Copyright Amazon.com, Inc. or its affiliates. All Rights Reserved. SPDX-License-Identifier: Apache-2.0

# Ask the Graph
# Notebook 2: Ingest Structured and Unstructured Data: Neptune and OpenSearch

In this notebook we ingest into the knowledge graph on Amazon Neptune and a search index/vector store on an Amazon OpenSearch Service domain. We ingest data prepared in notebooks 0 and 1. You do NOT need to run notebooks 0 and 1. We have prepared the data for you. It is available here: 

- s3://aws-neptune-customer-samples/tmls2024/source/ - source rdf files to load to Neptune
- s3://aws-neptune-customer-samples/tmls2024/aos/ - Chunk embeddings to load to OpenSearch
- s3://aws-neptune-customer-samples/tmls2024/graphdata/ - RDF files to load to Neptune
- s3://aws-neptune-customer-samples/tmls2024/documents/ - Press release documents as text files.
- s3://aws-neptune-customer-samples/tmls2024/chunks/ - Chunks of press release documents as text files.
- s3://aws-neptune-customer-samples/tmls2024/nadata/ - RDF files in ntriples form to load to Neptune Analytics (optional)

Here is our data model. This notebook prepares the unstructured sources (red boxes, upper third) and extracted facts (yellow boxes, middle third).

![image.png](attachment:001eee35-5e7f-4093-b34a-b50e386f0508.png)

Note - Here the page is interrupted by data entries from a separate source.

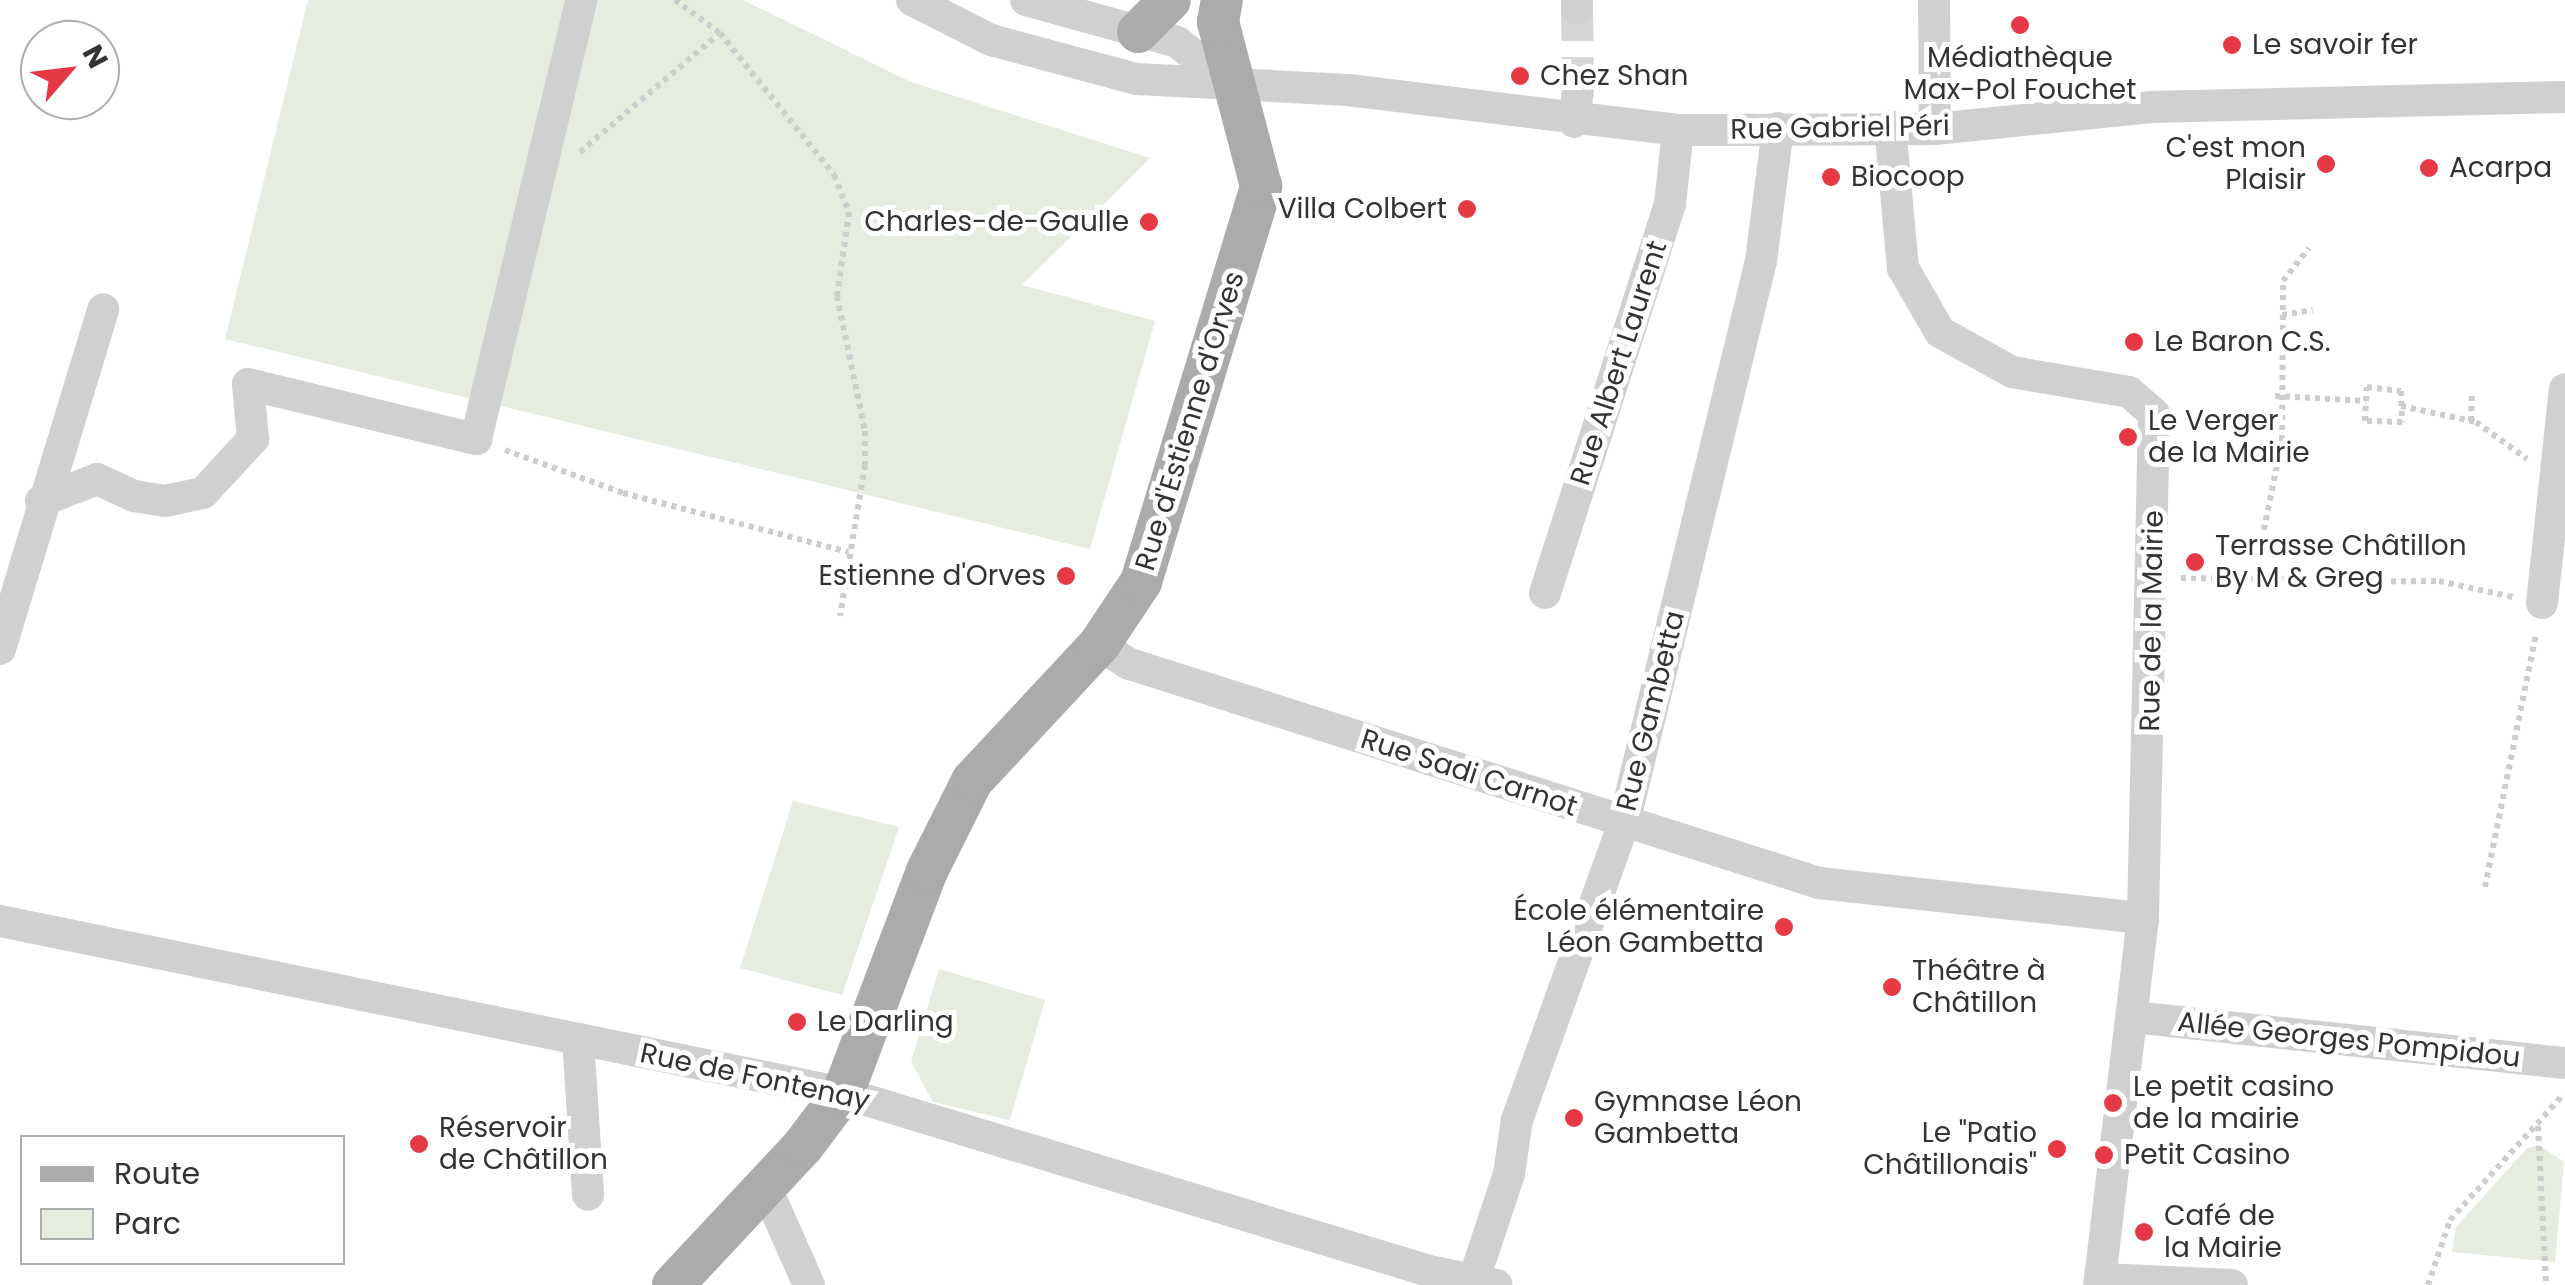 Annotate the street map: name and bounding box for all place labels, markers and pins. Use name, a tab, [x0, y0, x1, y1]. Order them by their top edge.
marker: Médiathèque Max-Pol Fouchet	[2009, 14, 2031, 36]
place label: Le savoir fer	[2252, 28, 2418, 62]
marker: Le savoir fer	[2221, 34, 2243, 56]
place label: Médiathèque Max-Pol Fouchet	[1904, 41, 2136, 107]
place label: Chez Shan	[1540, 59, 1688, 93]
marker: Chez Shan	[1509, 65, 1531, 87]
place label: C'est mon Plaisir	[2166, 131, 2306, 197]
place label: Acarpa	[2449, 151, 2552, 185]
marker: C'est mon Plaisir	[2315, 153, 2337, 175]
marker: Acarpa	[2418, 157, 2440, 179]
place label: Biocoop	[1851, 160, 1965, 194]
marker: Biocoop	[1820, 166, 1842, 188]
place label: Villa Colbert	[1278, 192, 1447, 226]
marker: Villa Colbert	[1456, 198, 1478, 220]
place label: Charles-de-Gaulle	[864, 205, 1129, 239]
marker: Charles-de-Gaulle	[1138, 211, 1160, 233]
place label: Le Baron C.S.	[2154, 325, 2331, 359]
marker: Le Baron C.S.	[2123, 331, 2145, 353]
place label: Le Verger de la Mairie	[2148, 404, 2310, 470]
marker: Le Verger de la Mairie	[2117, 426, 2139, 448]
place label: Terrasse Châtillon By M & Greg	[2215, 529, 2467, 595]
marker: Terrasse Châtillon By M & Greg	[2184, 551, 2206, 573]
place label: Estienne d'Orves	[818, 559, 1046, 593]
marker: Estienne d'Orves	[1055, 565, 1077, 587]
place label: École élémentaire Léon Gambetta	[1513, 894, 1764, 960]
marker: École élémentaire Léon Gambetta	[1773, 916, 1795, 938]
place label: Théâtre à Châtillon	[1912, 954, 2046, 1020]
marker: Théâtre à Châtillon	[1881, 976, 1903, 998]
place label: Le Darling	[817, 1005, 954, 1039]
marker: Le Darling	[786, 1011, 808, 1033]
place label: Le petit casino de la mairie	[2133, 1070, 2334, 1136]
place label: Gymnase Léon Gambetta	[1594, 1085, 1802, 1151]
marker: Le petit casino de la mairie	[2102, 1092, 2124, 1114]
marker: Gymnase Léon Gambetta	[1563, 1107, 1585, 1129]
place label: Réservoir de Châtillon	[439, 1111, 608, 1177]
place label: Le "Patio Châtillonais"	[1863, 1116, 2037, 1182]
marker: Réservoir de Châtillon	[408, 1133, 430, 1155]
marker: Le "Patio Châtillonais"	[2046, 1138, 2068, 1160]
place label: Petit Casino	[2124, 1138, 2290, 1172]
marker: Petit Casino	[2093, 1144, 2115, 1166]
place label: Café de la Mairie	[2164, 1199, 2282, 1265]
marker: Café de la Mairie	[2133, 1221, 2155, 1243]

The next diagram shows data ingest:

![image.png](attachment:1ca9bebe-ec8b-476b-b91c-090056c14dce.png)

We assume you have a Neptune cluster, an OpenSearch Service domain, an S3 staging bucket, full-text search setup to stream Neptune updates to OpenSearch. Additionally, the notebook instance must have S3, Bedrock, Neptune, and OpenSearch permissions, as well as connectivity to Neptune and OpenSearch. Refer to the README for setup instructions.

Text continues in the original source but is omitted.